*DATA FOR REVIEW*.
──────────

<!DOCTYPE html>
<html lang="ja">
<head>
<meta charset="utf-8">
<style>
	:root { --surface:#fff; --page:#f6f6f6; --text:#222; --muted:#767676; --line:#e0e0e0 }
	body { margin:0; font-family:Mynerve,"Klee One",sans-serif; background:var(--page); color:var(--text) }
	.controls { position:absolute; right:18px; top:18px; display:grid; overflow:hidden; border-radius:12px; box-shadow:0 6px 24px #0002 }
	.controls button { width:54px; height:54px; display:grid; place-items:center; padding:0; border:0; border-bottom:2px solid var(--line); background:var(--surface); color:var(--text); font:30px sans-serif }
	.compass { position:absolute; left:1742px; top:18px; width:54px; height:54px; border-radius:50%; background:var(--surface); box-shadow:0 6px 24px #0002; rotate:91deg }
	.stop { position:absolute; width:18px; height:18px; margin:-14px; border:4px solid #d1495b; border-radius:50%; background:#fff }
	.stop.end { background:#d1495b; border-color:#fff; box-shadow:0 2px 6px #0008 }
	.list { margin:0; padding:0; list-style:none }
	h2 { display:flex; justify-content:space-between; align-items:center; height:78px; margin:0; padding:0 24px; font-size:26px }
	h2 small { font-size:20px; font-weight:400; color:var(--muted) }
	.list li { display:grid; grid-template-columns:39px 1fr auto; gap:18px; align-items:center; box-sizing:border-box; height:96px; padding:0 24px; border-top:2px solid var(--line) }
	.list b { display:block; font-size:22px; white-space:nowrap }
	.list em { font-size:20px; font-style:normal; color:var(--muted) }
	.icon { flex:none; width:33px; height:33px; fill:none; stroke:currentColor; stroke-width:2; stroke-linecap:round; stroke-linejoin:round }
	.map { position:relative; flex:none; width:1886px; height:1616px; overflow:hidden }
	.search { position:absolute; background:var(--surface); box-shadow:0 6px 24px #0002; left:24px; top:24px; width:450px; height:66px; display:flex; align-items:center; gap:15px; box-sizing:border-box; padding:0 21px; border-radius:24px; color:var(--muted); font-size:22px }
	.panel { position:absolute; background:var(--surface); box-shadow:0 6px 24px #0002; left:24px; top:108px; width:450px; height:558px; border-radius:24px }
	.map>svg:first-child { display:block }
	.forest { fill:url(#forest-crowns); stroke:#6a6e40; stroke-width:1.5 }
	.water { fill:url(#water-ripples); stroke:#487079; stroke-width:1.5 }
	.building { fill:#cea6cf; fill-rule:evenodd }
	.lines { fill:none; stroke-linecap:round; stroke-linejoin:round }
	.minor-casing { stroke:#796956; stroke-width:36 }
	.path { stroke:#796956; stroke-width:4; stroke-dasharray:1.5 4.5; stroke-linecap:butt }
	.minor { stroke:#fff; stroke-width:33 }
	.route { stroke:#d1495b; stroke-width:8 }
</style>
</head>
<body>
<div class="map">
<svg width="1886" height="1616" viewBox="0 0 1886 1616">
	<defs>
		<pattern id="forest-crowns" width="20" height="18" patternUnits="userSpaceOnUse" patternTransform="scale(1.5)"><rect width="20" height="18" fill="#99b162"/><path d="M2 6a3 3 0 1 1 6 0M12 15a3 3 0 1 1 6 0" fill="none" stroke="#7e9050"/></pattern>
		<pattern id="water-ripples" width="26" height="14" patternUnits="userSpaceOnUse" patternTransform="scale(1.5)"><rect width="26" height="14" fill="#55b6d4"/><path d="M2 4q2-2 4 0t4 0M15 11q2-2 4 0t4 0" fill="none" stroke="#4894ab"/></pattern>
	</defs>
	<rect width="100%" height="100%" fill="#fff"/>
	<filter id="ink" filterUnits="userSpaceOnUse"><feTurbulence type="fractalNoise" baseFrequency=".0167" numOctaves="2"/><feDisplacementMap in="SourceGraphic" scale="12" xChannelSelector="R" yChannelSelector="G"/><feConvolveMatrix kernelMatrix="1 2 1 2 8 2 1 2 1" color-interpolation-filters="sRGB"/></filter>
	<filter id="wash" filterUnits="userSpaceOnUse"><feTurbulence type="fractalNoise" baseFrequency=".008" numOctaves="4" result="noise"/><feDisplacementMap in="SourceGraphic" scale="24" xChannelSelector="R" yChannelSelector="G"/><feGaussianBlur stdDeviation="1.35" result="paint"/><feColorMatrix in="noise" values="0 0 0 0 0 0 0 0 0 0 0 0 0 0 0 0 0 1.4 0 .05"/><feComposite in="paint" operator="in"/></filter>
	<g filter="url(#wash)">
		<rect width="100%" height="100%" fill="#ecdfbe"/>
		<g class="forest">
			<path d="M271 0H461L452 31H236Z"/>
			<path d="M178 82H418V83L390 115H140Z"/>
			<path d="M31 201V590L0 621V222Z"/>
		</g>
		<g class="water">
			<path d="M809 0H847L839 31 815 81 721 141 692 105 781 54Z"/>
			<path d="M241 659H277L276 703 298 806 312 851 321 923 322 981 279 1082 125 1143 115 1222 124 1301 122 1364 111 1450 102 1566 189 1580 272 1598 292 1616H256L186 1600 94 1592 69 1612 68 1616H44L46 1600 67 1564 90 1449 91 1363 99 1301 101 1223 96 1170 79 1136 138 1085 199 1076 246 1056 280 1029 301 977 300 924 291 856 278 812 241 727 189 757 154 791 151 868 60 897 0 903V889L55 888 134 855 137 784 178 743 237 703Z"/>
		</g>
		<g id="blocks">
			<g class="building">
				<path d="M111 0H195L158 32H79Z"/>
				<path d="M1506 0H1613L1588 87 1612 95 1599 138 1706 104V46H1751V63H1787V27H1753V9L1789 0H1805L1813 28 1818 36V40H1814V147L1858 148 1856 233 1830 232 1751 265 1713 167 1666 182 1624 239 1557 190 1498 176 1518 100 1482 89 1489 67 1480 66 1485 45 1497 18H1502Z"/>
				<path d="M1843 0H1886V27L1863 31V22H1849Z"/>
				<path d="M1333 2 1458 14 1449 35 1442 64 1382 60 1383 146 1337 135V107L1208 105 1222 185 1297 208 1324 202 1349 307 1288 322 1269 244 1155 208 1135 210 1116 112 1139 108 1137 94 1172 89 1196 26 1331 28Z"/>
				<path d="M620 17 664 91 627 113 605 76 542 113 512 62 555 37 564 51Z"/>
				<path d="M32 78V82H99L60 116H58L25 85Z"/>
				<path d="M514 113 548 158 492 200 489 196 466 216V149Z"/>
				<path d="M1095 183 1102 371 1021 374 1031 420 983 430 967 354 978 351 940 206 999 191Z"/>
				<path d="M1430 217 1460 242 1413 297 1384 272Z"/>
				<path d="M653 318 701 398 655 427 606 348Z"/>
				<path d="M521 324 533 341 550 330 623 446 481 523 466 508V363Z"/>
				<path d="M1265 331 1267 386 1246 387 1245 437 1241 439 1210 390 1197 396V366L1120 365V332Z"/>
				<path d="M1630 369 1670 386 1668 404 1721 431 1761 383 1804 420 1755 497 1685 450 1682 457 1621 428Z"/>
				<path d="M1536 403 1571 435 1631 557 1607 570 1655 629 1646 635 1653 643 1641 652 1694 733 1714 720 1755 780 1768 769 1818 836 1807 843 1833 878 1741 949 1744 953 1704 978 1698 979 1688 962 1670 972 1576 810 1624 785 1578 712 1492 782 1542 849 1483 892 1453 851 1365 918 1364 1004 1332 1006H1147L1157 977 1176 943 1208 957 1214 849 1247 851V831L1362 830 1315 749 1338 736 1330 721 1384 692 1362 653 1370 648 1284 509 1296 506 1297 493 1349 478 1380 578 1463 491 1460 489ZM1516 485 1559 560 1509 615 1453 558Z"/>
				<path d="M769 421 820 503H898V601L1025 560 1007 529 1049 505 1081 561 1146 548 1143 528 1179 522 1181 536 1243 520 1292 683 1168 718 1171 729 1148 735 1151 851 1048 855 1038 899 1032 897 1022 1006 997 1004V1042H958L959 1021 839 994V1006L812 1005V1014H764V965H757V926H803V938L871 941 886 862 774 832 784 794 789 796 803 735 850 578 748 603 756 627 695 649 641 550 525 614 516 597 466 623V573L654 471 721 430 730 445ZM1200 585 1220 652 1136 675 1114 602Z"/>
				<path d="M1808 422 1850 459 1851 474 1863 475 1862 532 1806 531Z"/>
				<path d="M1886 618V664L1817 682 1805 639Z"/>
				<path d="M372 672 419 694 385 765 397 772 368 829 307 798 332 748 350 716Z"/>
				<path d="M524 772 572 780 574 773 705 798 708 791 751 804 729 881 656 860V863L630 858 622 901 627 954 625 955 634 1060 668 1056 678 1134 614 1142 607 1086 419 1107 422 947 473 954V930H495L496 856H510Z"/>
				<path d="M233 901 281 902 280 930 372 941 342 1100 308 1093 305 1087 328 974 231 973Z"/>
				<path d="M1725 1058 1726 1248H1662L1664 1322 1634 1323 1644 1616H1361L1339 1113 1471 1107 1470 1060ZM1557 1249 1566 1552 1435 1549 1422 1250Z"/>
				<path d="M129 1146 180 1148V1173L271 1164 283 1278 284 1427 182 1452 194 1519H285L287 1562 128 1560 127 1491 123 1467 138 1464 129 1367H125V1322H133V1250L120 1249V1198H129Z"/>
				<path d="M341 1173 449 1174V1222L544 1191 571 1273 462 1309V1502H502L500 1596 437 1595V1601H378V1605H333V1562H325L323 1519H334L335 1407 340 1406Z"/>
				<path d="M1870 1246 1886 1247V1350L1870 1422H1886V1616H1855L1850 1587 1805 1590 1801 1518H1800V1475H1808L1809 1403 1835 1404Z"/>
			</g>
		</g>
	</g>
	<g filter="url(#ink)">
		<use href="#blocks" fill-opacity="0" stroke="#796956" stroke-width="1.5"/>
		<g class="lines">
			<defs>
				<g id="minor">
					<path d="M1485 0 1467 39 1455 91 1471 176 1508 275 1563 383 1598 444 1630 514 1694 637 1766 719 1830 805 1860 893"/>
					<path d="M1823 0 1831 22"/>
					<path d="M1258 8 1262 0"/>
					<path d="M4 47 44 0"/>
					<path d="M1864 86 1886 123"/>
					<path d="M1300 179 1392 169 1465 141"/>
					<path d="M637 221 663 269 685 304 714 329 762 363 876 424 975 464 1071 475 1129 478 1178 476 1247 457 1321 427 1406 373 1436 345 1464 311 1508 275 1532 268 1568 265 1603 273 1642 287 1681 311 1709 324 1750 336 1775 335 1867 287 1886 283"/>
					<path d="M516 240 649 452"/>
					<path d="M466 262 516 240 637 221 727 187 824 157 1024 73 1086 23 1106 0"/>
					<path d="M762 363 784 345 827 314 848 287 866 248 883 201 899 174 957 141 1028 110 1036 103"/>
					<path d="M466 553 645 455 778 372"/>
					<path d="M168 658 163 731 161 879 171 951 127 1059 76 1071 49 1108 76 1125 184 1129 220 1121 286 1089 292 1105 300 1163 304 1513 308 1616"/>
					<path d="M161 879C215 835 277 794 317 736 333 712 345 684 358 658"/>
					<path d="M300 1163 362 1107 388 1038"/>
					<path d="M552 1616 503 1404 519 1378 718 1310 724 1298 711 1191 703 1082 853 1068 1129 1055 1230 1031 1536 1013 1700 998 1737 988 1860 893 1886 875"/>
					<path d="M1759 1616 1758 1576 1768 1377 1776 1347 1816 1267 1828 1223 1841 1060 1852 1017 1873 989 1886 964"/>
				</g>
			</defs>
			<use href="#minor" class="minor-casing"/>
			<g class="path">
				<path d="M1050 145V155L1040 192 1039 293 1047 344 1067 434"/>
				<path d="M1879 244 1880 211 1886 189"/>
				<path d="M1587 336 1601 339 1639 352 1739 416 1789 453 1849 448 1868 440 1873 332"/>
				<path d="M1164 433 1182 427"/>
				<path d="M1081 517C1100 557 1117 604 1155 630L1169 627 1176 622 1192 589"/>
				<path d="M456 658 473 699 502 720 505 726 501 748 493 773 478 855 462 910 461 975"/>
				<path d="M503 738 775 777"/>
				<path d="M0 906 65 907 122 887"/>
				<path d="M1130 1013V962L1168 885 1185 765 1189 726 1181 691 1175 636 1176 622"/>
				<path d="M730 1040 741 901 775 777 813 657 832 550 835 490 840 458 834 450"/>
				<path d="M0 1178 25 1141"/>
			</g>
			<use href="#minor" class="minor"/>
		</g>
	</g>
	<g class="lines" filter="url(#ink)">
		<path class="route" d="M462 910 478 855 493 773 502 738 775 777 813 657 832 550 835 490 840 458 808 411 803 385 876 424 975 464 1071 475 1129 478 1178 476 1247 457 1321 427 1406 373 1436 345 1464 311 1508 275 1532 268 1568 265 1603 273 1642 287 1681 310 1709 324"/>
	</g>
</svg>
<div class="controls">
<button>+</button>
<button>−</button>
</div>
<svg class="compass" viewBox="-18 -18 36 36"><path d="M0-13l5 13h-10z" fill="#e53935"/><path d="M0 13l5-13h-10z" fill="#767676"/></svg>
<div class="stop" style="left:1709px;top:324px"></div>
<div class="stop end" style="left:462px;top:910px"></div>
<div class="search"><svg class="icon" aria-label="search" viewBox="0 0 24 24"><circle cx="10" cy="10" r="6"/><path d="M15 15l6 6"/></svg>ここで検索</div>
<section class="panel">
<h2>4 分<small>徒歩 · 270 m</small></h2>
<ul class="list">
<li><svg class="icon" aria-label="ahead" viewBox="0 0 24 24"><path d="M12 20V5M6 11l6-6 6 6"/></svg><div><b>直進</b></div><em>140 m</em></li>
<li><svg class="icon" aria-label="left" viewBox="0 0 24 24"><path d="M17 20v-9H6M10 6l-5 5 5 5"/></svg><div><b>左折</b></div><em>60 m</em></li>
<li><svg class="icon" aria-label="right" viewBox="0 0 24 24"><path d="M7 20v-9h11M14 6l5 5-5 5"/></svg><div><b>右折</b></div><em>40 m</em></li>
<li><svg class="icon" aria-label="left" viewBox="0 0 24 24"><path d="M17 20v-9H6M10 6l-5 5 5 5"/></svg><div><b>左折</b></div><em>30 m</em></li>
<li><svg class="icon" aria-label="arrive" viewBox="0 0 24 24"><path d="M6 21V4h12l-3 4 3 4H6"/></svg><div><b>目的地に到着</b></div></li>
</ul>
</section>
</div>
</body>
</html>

──────────

For the string "serif", give the number of lines in the entries that contain it, with no other words.

*SOLUTION FOR THIS EXERCISE*. 2